▶ Exercise instructions
Scan the data below for lines holding the word "Math", and copy each line found.

Collected data
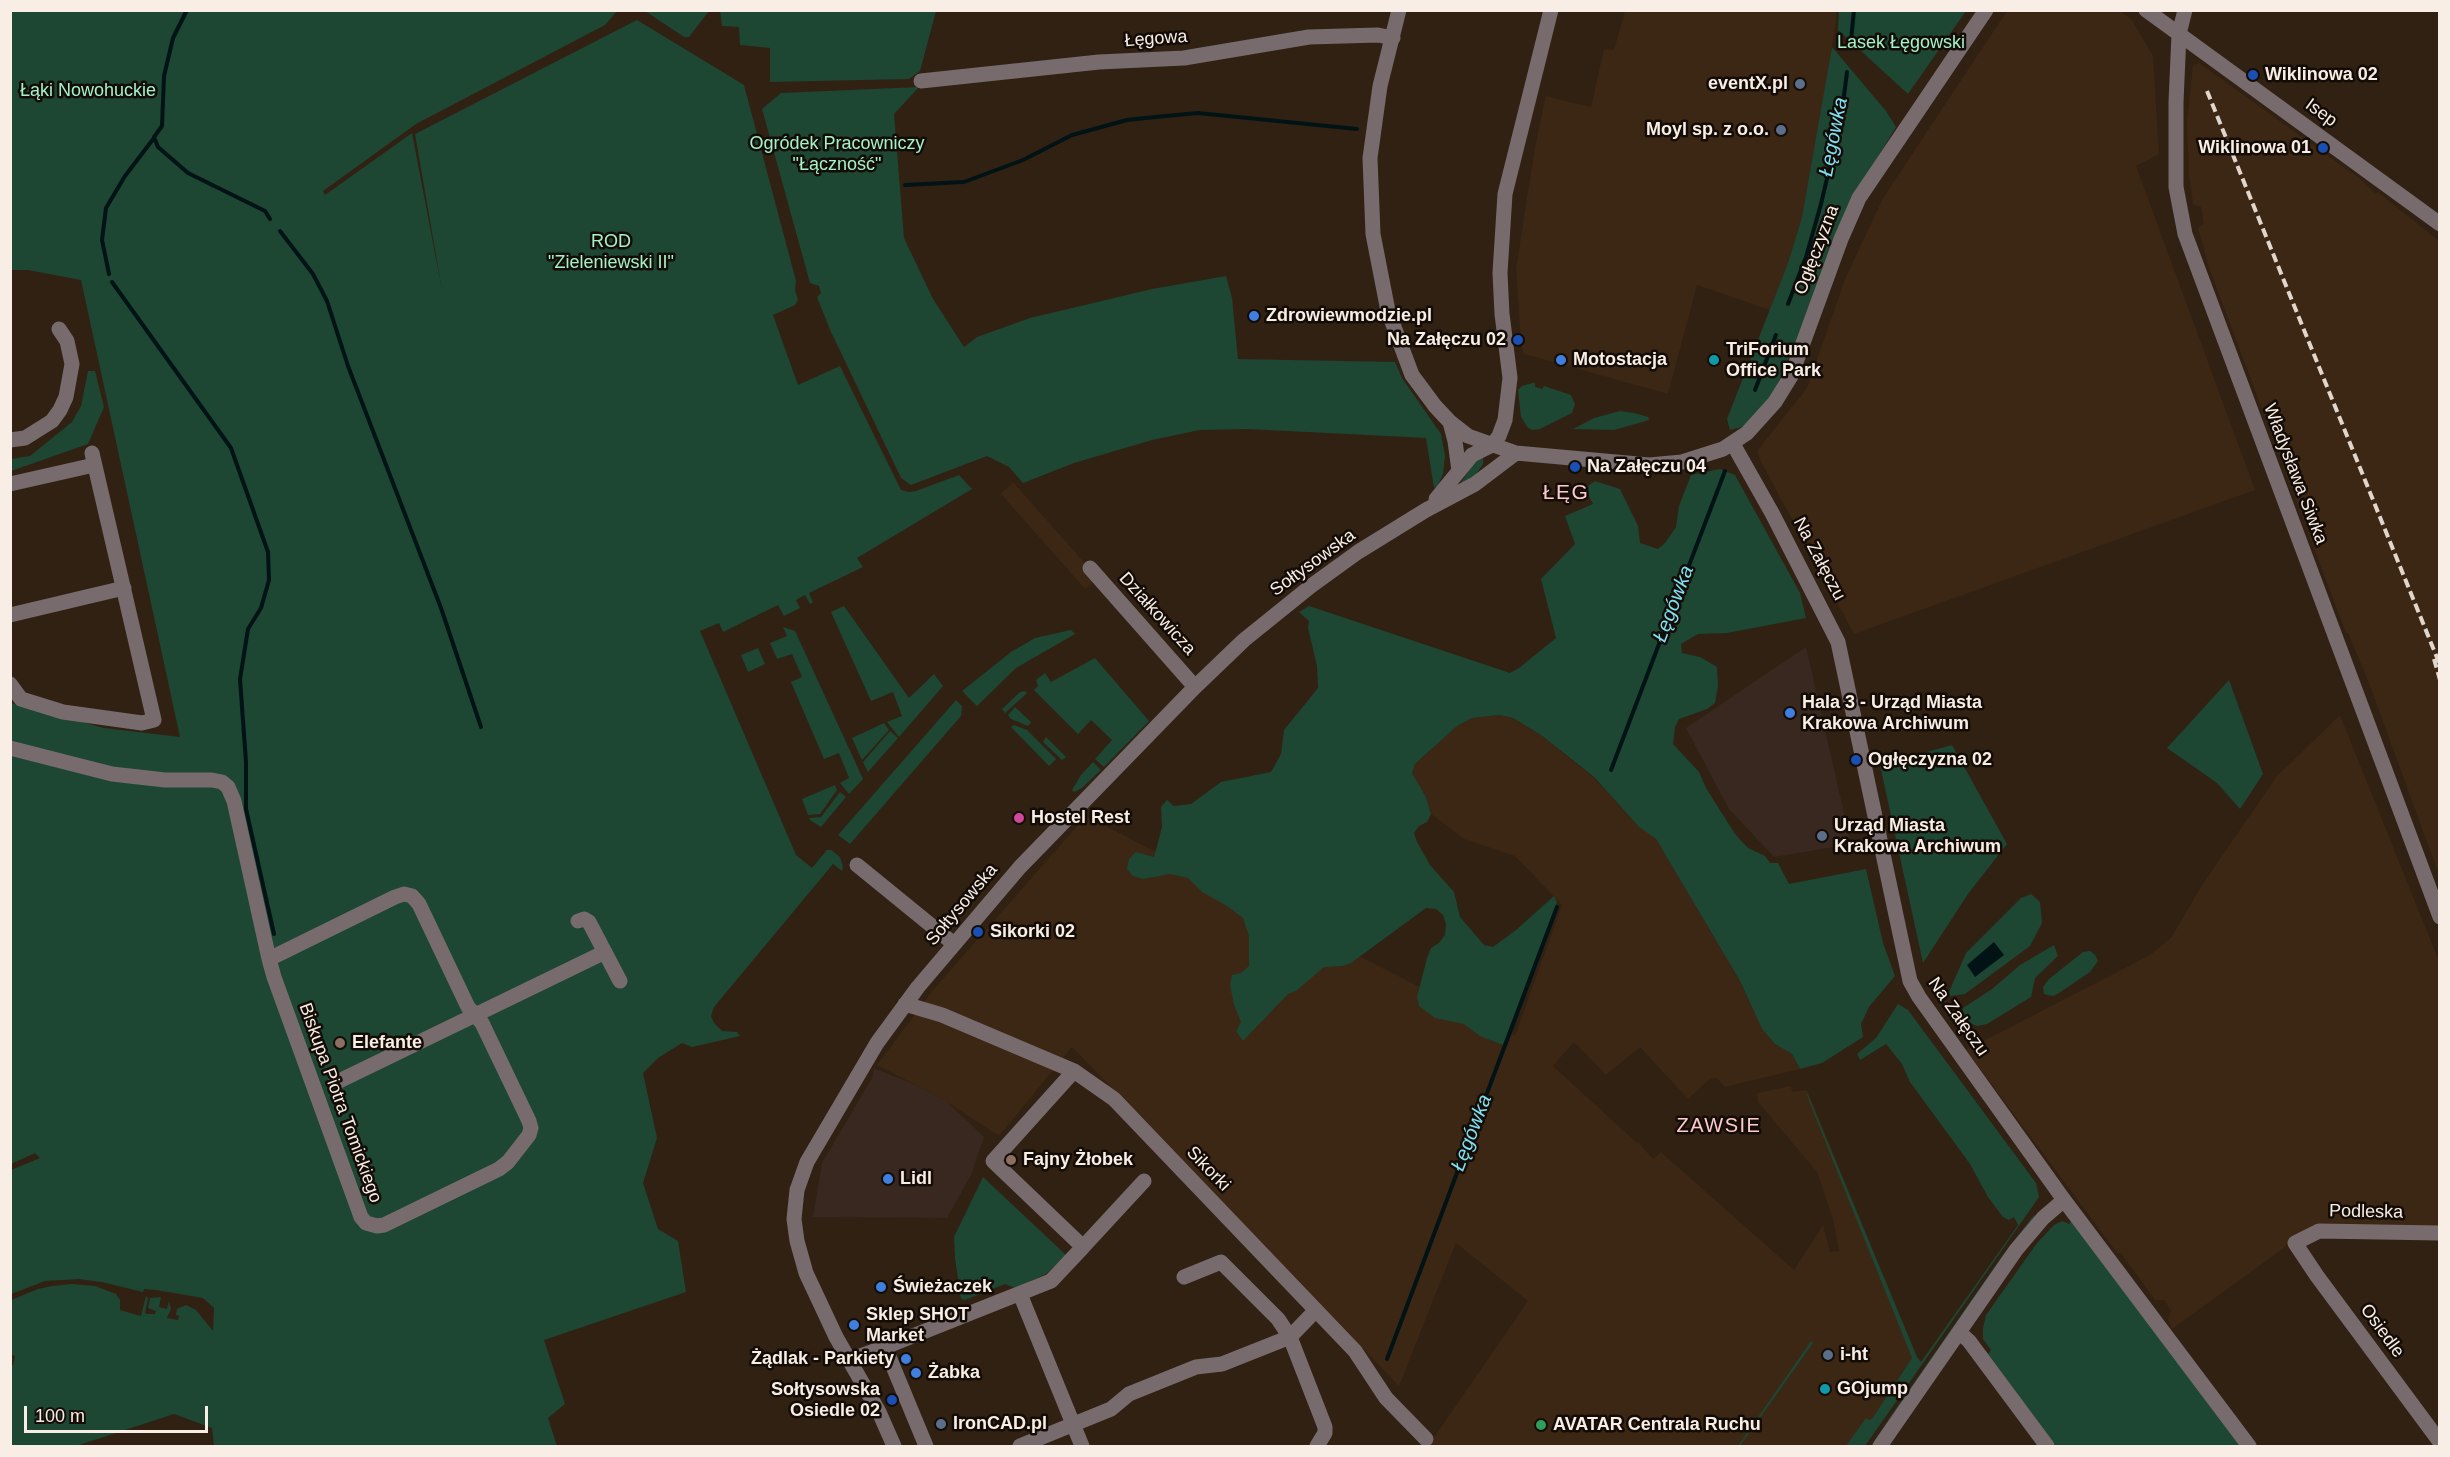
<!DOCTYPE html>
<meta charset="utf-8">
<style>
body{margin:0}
#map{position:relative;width:2450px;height:1457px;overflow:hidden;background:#312113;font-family:Arial,sans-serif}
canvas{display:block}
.frame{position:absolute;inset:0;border:12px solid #f9eee5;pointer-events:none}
.scale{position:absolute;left:24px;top:1406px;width:184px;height:27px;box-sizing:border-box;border:3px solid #f9eee5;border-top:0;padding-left:8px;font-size:18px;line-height:21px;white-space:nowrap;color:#f9eee5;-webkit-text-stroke:4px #140c07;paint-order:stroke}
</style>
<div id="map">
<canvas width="2450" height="1457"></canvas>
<div class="frame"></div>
<div class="scale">100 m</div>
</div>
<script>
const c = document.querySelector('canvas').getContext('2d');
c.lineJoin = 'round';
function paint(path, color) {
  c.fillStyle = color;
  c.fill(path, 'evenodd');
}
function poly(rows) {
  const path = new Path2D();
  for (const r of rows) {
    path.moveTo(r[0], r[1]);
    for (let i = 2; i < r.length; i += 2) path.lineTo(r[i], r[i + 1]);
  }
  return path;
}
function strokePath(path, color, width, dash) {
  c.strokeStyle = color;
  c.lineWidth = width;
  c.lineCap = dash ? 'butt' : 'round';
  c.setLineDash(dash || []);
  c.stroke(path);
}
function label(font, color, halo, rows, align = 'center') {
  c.font = font + ' Arial,sans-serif';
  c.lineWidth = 5;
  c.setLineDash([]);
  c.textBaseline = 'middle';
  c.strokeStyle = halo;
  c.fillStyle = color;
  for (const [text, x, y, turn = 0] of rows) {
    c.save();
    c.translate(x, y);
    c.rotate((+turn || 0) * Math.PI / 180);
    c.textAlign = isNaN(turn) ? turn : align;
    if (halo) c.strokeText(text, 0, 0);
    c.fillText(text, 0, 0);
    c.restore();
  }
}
paint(poly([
 [1806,647,1851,844,1774,857,1729,809,1686,728],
 [874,1068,918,1086,945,1100,984,1137,971,1175,947,1218,813,1217,822,1163,872,1078]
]), '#392820');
paint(poly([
 [1625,11,1836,11,1836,22,1821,118,1802,217,1788,263,1770,310,1697,285,1668,394,1524,354,1521,344,1516,269,1535,147,1546,96,1591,107,1604,49,1614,50],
 [2007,11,2120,11,2132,20,2153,56,2159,154,2136,166,2255,490,1854,634,1761,462,1757,451,1807,388,1845,279,1883,198],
 [2199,63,2359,178,2375,193,2379,193,2439,241,2439,875,2369,683,2348,633,2346,633,2209,268,2198,228,2204,224,2201,207,2193,204,2189,176,2187,122,2193,65],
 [1013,482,1098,578,1085,589,1001,494],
 [1500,715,1513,718,1541,735,1594,778,1639,827,1656,839,1740,981,1762,1029,1775,1044,1792,1054,1800,1069,1725,1087,1717,1078,1710,1079,1688,1099,1640,1047,1606,1075,1574,1042,1553,1066,1637,1143,1638,1142,1653,1159,1661,1152,1794,1270,1823,1225,1830,1252,1839,1251,1833,1219,1817,1172,1758,1102,1757,1093,1790,1086,1793,1092,1806,1090,1808,1092,1917,1357,1856,1446,1428,1446,1528,1301,1456,1243,1399,1386,1072,1047,999,1136,941,1098,877,1065,933,990,1086,816,1515,1036,1562,905,1515,856,1464,839,1431,814,1426,797,1412,773,1415,764,1457,726,1472,718],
 [2340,715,2439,961,2439,1227,2289,1240,2284,1248,2172,1329,2168,1320,2171,1311,2164,1300,2155,1300,2121,1253,2117,1253,1966,1050,2150,955,2171,938,2202,885,2277,776]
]), '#3c2614');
paint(poly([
 [10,11,617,11,605,25,416,124,323,191,325,195,412,133,442,290,415,134,637,20,744,85,796,281,795,290,798,300,795,305,773,315,798,385,840,366,901,490,909,492,916,491,959,475,972,489,857,558,863,567,809,593,813,602,810,604,805,595,796,600,800,608,784,616,778,605,723,632,719,623,700,631,796,855,812,868,827,850,831,850,840,857,843,867,842,871,833,864,714,1007,711,1016,714,1023,722,1031,737,1032,740,1036,692,1047,682,1043,658,1058,643,1073,657,1138,643,1183,658,1229,678,1241,686,1292,544,1340,565,1404,548,1418,557,1446,214,1446,212,1428,174,1414,76,1446,11,1446,11,1365,13,1365,15,1356,11,1355,11,1300,38,1289,52,1286,72,1284,95,1286,116,1294,120,1300,120,1310,141,1316,146,1296,148,1298,145,1313,148,1314,155,1314,156,1311,148,1308,150,1298,161,1297,159,1307,167,1309,169,1301,171,1309,167,1318,178,1320,179,1316,176,1315,177,1309,186,1305,196,1310,213,1331,214,1308,203,1298,156,1290,144,1289,143,1292,102,1282,79,1279,45,1281,11,1294,11,1170,40,1158,35,1153,11,1164,11,703,104,728,180,737,81,280,28,270,11,270],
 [645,11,709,11,689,37,684,37],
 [720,11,720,10,936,11,920,71,909,79,770,82,770,48,740,45,739,27,722,26],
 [1839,11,1839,10,1966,11,1908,94,1838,30],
 [1832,47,1886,111,1896,127,1859,188,1796,343,1771,398,1746,426,1730,430,1727,419,1788,263,1802,217],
 [919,87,894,114,904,238,933,299,964,347,977,337,1030,318,1152,289,1226,276,1232,298,1238,359,1395,362,1402,378,1441,434,1445,456,1443,474,1438,485,1434,488,1426,438,1248,429,1200,430,1152,440,1074,463,1023,483,1009,467,987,456,911,485,901,478,831,332,817,297,821,293,819,286,810,283,762,109,781,93],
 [88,371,95,371,104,407,88,444,11,471,11,459,30,456,72,422,81,406],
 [1532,383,1535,383,1535,387,1542,389,1544,386,1571,395,1575,404,1572,413,1540,429,1533,430,1528,428,1521,417,1518,390,1522,386],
 [1620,411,1634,413,1648,417,1649,420,1614,430,1573,429,1594,418],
 [1483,457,1483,464,1475,476,1460,484,1475,461],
 [1720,469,1735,475,1800,593,1806,618,1727,633,1698,634,1681,644,1682,653,1700,657,1717,667,1718,686,1715,703,1707,709,1679,719,1675,727,1673,744,1699,772,1706,788,1735,834,1748,848,1765,856,1770,863,1778,863,1789,884,1866,869,1883,943,1895,976,1869,1007,1861,1024,1863,1037,1822,1063,1800,1069,1792,1054,1775,1044,1762,1029,1740,981,1656,839,1639,827,1594,777,1541,735,1513,718,1500,715,1472,718,1457,726,1415,764,1412,773,1426,797,1431,814,1427,822,1419,826,1414,833,1417,842,1430,865,1454,892,1460,917,1484,945,1493,947,1516,930,1554,896,1557,902,1503,1045,1480,1036,1464,1024,1435,1018,1419,1006,1417,997,1427,958,1431,948,1439,943,1445,935,1446,924,1443,915,1436,909,1426,908,1351,963,1343,966,1324,967,1296,991,1288,994,1243,1041,1236,1031,1241,1022,1234,1005,1230,985,1232,975,1241,973,1249,966,1249,936,1243,918,1227,906,1202,892,1188,878,1170,874,1143,879,1133,876,1127,869,1129,859,1136,852,1154,857,1162,827,1161,807,1167,800,1174,806,1191,804,1221,782,1271,772,1281,754,1284,730,1318,688,1317,666,1308,628,1309,621,1299,612,1309,606,1510,673,1519,668,1556,638,1541,579,1575,544,1565,516,1593,504,1585,488,1595,481,1620,489,1638,526,1640,543,1658,549,1665,543,1676,527,1679,506,1691,475],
 [844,606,909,698,934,674,943,686,899,737,887,722,902,716,893,692,871,701,831,612],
 [783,627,795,631,863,779,849,794,840,783,849,778,839,753,824,759,791,682,802,677,792,654,777,659,770,643,787,636],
 [1071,630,1075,634,1016,668,977,706,962,691,1011,652,1035,638],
 [758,648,765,664,748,672,741,655],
 [1095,658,1149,721,1104,767,1095,759,1112,740,1091,720,1078,734,1034,690,1038,686,1036,680,1045,673,1051,682],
 [2229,680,2263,774,2240,809,2217,783,2167,748],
 [1025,691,1027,693,1005,713,1002,709,1020,692],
 [956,700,962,706,961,716,850,844,838,835],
 [1015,707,1031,722,1028,726,1011,719,1008,715],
 [884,723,889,730,862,760,852,738],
 [1014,725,1027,730,1056,759,1049,766,1011,727],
 [890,731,898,738,868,772,863,762],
 [1046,737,1066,757,1062,760,1043,742],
 [1952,745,2007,844,1968,894,1923,963,1880,765],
 [1093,762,1101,770,1082,788,1074,792,1072,790,1081,775],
 [835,785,837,790,820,814,808,815,802,799],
 [840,792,846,797,821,827,810,820,809,818,821,817],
 [2031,894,2040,902,2042,923,2030,946,1965,994,1950,996,1949,992,1966,953,2021,898],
 [2054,945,2058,956,2035,978,2031,997,1987,1024,1977,1026,1970,1023,1963,1015,1963,1008,1992,989,2020,965],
 [2090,951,2095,955,2098,961,2090,972,2059,993,2053,996,2044,994,2043,987,2049,979,2083,952],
 [1898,1004,1908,1010,2036,1183,2039,1197,1865,1446,1846,1446,1866,1418,1869,1420,1872,1419,1912,1358,1809,1101,1806,1090,1917,1357,1921,1362,2018,1225,2014,1217,2009,1220,2003,1217,1988,1197,1970,1164,1910,1082,1902,1064,1886,1044,1860,1060,1857,1054,1876,1038],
 [983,1177,1066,1255,1046,1274,1015,1288,1005,1284,965,1300,961,1299,955,1258,954,1237],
 [2034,1215,2035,1216,1870,1446,2002,1256],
 [2062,1221,2069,1224,2072,1221,2241,1446,2056,1446,1988,1354,1991,1350,1983,1339,1983,1328,1986,1315,2037,1243,2054,1225],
 [1811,1341,1813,1343,1740,1446,1738,1446]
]), '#1d4633');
paint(poly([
 [1994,942,2004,955,1975,977,1967,965]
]), '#021316');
strokePath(poly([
 [187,10,173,38,164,76,162,126,154,137,158,147,188,173,265,211,270,219],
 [1851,41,1854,10],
 [905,185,964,182,1023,160,1072,135,1127,120,1155,117,1198,113,1357,129],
 [280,231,313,274,327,301,348,366,441,608,481,727],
 [109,274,102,240,106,208,125,176,154,138],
 [112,282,231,448,268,552,269,580,261,608,248,629,240,679,246,762,246,809,274,934],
 [1788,304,1806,257,1821,204,1841,119,1847,72],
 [1755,390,1776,335],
 [1611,770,1725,471],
 [1387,1359,1557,907]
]), '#021316', 4);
strokePath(poly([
 [1399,10,1380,86,1370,158,1373,234,1388,311,1412,375,1435,406,1450,422,1468,436,1516,453,1649,465,1682,462,1723,449,1747,433,1775,402,1791,376,1841,239,1859,198,1986,10],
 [2146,10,2440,224],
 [2185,10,2179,34,2176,102,2176,187,2185,234,2440,917],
 [921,81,1099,62,1184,58,1309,37,1378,35,1393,38],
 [1450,422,1455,441,1459,471],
 [10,440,25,438,52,421,60,410,66,397,72,364,67,341,59,329],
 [1733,444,1772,513,1838,642,1910,981,1919,997,2064,1200,2249,1446],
 [10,484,94,465],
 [1436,499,1472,455,1492,445,1499,436,1505,420,1510,378,1502,314,1500,273,1505,194,1551,10],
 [1090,568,1195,687],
 [10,615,124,588],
 [10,684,21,699,63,712,142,723,154,720,92,453],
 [10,748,112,774,165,780,212,780,222,782,228,787,234,801,269,959,274,977,361,1217,366,1223,377,1226,384,1225,499,1169,508,1162,529,1135,531,1128,529,1121,482,1023,468,1007,419,904,412,896,404,894,395,897,269,959],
 [857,865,954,944],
 [578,921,584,919,589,922,620,981],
 [905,1004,942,1015,1074,1071,1114,1099,1355,1351,1386,1398,1426,1439],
 [335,1083,605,952],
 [2440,1233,2319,1231,2295,1243,2317,1276,2440,1442],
 [1083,1247,1144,1181],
 [1020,1294,1082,1446],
 [1316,1310,1290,1337,1325,1427,1325,1433,1317,1446],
 [1959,1332,1969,1341,2047,1446],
 [885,1347,1051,1281,1083,1247,993,1161,1074,1071],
 [849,1360,885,1347,926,1446],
 [894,1446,879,1412,836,1337,806,1273,797,1241,794,1219,797,1190,807,1162,877,1043,918,987,1020,867,1195,687,1244,640,1311,586,1358,552,1426,510,1475,484,1516,453],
 [1020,1446,1111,1409,1129,1394,1196,1367,1222,1364,1290,1337,1278,1319,1221,1262,1184,1277],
 [1880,1446,2016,1250,2043,1218,2064,1200]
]), '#776b6e', 15);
strokePath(poly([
 [2207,91,2440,665],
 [2434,659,2440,680]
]), '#e1d6cc', 4, [9, 4.5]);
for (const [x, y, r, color] of [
 [2253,75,6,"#1a4fb4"],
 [1800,84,6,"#5c6f8a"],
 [1781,130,6,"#5c6f8a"],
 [2323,148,6,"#1a4fb4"],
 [1254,316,6,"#3f7fe0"],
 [1518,340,6,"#1a4fb4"],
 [1561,360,6,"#3f7fe0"],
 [1714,360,6,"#0f9aa8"],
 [1575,467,6,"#1a4fb4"],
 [1790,713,6,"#3f7fe0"],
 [1856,760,6,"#1a4fb4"],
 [1019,818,6,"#d1479c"],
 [1822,836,6,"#5c6f8a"],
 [978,932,6,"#1a4fb4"],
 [340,1043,6,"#8d6e63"],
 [1011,1160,6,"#8d6e63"],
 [888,1179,6,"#3f7fe0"],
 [881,1287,6,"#3f7fe0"],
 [854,1325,6,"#3f7fe0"],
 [1828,1355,6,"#5c6f8a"],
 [906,1359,6,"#3f7fe0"],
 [916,1373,6,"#3f7fe0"],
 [1825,1389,6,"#0f9aa8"],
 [892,1400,6,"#1a4fb4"],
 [941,1424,6,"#5c6f8a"],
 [1541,1425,6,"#2e9e5b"]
]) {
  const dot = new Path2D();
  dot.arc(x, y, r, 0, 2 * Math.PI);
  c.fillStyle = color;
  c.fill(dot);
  strokePath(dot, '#140c07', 2);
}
label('18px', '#f9eee5', '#140c07', [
 ["Łęgowa",1156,39,-4],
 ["Isep",2321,113,36],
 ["Ogłęczyzna",1817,250,-69],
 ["Władysława Siwka",2295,474,69],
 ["Na Załęczu",1819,559,62],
 ["Sołtysowska",1313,563,-36],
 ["Działkowicza",1157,614,48],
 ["Sołtysowska",962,905,-50],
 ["Na Załęczu",1958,1017,55],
 ["Biskupa Piotra Tomickiego",340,1103,70],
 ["Sikorki",1208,1169,46],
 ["Podleska",2366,1212,1],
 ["Osiedle",2382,1331,54]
]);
label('18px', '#a4f2c9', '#140c07', [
 ["Lasek Łęgowski",1901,43],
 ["Łąki Nowohuckie",88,91],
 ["Ogródek Pracowniczy",837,144],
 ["\"Łączność\"",837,165],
 ["ROD",611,242],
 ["\"Zieleniewski II\"",611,263]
]);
label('bold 18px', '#f9eee5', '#140c07', [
 ["Wiklinowa 02",2265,75],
 ["eventX.pl",1788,84,"right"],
 ["Moyl sp. z o.o.",1769,130,"right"],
 ["Wiklinowa 01",2311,148,"right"],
 ["Zdrowiewmodzie.pl",1266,316],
 ["Na Załęczu 02",1506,340,"right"],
 ["TriForium",1726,350],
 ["Office Park",1726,371],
 ["Motostacja",1573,360],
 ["Na Załęczu 04",1587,467],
 ["Hala 3 - Urząd Miasta",1802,703],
 ["Krakowa Archiwum",1802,724],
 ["Ogłęczyzna 02",1868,760],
 ["Hostel Rest",1031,818],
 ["Urząd Miasta",1834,826],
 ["Krakowa Archiwum",1834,847],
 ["Sikorki 02",990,932],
 ["Elefante",352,1043],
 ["Fajny Żłobek",1023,1160],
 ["Lidl",900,1179],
 ["Świeżaczek",893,1287],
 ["Sklep SHOT",866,1315],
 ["Market",866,1336],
 ["i-ht",1840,1355],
 ["Żądlak - Parkiety",894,1359,"right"],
 ["Żabka",928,1373],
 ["GOjump",1837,1389],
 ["Sołtysowska",880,1390,"right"],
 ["Osiedle 02",880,1411,"right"],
 ["IronCAD.pl",953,1424],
 ["AVATAR Centrala Ruchu",1553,1425]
], 'left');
label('italic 20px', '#7fe1f2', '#140c07', [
 ["Łęgówka",1834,137,-79],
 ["Łęgówka",1674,604,-69],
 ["Łęgówka",1472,1133,-69]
]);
c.letterSpacing = '1.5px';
label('20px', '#fdc9ce', '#140c07', [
 ["ZAWSIE",1719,1126]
]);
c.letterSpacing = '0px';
c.letterSpacing = '1.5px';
label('21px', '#fdc9ce', '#140c07', [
 ["ŁĘG",1566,493]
]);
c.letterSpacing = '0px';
</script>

▶ Response to the exercise
    c.rotate((+turn || 0) * Math.PI / 180);
  dot.arc(x, y, r, 0, 2 * Math.PI);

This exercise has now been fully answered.